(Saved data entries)
------------------------------------------------------------------------

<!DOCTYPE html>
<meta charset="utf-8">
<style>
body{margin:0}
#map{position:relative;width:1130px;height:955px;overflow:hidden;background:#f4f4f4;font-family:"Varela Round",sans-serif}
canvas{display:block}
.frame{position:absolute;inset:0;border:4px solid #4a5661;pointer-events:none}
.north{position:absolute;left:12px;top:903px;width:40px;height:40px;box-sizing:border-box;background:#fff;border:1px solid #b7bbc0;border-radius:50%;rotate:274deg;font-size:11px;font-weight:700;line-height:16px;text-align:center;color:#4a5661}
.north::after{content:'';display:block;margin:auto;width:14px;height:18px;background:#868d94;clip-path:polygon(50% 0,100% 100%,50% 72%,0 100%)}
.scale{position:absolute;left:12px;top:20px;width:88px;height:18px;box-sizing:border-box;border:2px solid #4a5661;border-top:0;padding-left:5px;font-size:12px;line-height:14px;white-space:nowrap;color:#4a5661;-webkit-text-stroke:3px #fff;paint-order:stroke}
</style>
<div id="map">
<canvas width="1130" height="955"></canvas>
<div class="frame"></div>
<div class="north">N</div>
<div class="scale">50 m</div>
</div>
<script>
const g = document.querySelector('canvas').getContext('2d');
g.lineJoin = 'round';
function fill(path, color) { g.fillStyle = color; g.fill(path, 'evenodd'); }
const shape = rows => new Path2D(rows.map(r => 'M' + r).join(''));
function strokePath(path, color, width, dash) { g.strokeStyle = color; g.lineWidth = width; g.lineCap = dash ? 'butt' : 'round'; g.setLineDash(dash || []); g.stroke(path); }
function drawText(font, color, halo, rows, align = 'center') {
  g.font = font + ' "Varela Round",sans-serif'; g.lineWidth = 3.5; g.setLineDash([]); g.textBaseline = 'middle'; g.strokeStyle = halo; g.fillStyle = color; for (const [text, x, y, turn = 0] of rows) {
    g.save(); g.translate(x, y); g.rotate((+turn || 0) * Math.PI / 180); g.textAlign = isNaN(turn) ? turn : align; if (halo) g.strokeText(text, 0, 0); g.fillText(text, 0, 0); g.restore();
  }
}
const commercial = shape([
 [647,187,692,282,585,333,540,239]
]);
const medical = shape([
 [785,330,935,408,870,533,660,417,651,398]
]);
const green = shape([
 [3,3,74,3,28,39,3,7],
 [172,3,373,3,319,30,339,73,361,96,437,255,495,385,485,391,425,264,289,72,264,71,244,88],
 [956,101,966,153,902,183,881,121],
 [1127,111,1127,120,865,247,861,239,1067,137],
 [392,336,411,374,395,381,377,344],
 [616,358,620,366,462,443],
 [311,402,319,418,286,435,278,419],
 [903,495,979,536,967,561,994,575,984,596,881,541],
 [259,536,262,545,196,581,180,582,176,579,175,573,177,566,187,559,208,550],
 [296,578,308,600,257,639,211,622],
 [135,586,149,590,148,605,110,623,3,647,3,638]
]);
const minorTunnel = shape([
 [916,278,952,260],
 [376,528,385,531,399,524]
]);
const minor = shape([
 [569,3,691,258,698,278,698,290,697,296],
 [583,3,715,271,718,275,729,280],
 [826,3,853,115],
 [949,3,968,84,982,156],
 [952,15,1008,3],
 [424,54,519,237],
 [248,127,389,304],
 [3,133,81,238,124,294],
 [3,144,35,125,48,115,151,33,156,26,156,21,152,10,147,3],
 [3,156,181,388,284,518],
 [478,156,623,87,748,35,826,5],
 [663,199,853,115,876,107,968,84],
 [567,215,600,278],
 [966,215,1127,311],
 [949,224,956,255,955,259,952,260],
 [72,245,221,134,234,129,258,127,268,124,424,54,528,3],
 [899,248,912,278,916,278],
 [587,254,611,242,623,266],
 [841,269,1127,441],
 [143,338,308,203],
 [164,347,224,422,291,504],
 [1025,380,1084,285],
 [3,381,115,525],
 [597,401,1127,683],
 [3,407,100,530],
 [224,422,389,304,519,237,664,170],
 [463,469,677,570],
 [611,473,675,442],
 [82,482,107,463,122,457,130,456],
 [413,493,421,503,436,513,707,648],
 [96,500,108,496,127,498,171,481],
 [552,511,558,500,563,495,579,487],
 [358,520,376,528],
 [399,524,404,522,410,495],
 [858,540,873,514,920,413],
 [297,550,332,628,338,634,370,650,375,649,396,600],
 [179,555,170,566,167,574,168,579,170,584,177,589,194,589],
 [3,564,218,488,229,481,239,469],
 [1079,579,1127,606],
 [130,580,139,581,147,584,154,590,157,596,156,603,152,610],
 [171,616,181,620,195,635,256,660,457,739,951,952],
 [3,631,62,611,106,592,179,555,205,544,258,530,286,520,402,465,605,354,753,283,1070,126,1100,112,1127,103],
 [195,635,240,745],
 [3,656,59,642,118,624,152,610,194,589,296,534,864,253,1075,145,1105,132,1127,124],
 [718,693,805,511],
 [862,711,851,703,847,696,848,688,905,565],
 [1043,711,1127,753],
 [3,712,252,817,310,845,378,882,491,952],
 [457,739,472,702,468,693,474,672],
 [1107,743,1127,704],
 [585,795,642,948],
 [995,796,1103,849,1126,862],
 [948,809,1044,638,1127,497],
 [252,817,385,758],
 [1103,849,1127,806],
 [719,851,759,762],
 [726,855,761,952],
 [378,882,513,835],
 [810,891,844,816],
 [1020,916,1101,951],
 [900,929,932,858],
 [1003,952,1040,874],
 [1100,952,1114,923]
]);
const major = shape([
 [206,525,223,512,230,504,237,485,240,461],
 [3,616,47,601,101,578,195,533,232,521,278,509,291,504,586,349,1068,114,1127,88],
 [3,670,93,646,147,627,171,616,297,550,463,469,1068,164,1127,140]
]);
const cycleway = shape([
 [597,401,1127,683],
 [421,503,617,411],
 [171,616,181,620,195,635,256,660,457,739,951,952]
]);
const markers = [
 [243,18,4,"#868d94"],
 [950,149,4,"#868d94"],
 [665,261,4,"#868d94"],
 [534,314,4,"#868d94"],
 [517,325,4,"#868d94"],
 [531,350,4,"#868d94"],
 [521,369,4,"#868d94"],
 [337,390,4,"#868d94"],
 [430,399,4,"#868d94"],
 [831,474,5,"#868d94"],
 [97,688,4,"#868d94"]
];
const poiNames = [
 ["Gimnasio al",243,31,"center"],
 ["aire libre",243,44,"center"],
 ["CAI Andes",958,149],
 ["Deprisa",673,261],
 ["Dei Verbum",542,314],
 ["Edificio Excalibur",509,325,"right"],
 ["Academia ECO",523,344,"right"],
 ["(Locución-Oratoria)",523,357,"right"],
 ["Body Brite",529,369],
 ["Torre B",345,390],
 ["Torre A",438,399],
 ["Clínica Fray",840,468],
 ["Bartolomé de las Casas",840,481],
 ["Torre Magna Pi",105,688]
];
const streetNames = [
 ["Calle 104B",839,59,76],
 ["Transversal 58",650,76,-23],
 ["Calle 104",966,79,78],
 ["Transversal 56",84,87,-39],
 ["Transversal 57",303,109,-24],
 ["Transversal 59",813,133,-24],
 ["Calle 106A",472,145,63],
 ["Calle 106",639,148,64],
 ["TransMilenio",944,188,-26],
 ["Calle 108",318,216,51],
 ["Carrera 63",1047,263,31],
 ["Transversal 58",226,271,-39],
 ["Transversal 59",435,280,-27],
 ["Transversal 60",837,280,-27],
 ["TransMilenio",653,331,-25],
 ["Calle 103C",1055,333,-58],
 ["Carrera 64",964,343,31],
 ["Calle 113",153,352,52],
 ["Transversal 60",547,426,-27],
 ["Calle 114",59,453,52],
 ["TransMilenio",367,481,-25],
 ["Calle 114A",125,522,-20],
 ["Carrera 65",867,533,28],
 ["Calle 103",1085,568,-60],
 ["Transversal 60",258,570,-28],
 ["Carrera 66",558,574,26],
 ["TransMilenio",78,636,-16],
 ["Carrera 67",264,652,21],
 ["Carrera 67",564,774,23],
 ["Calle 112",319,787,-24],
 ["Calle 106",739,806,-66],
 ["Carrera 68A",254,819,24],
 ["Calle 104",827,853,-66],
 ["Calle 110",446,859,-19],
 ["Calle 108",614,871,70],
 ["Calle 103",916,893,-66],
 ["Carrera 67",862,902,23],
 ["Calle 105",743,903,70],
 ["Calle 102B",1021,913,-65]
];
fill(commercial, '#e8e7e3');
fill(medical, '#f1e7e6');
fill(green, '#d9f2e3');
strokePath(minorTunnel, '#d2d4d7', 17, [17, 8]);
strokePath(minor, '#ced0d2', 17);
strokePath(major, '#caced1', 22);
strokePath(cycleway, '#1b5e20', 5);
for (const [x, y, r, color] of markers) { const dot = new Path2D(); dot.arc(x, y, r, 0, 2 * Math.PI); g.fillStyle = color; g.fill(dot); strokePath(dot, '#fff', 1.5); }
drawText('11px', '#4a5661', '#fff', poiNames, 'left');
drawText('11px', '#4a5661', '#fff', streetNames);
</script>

------------------------------------------------------------------------

Exercise |
Read through the data above. Report each line that has the word "rows".

Answer |
const shape = rows => new Path2D(rows.map(r => 'M' + r).join(''));
function drawText(font, color, halo, rows, align = 'center') {
  g.font = font + ' "Varela Round",sans-serif'; g.lineWidth = 3.5; g.setLineDash([]); g.textBaseline = 'middle'; g.strokeStyle = halo; g.fillStyle = color; for (const [text, x, y, turn = 0] of rows) {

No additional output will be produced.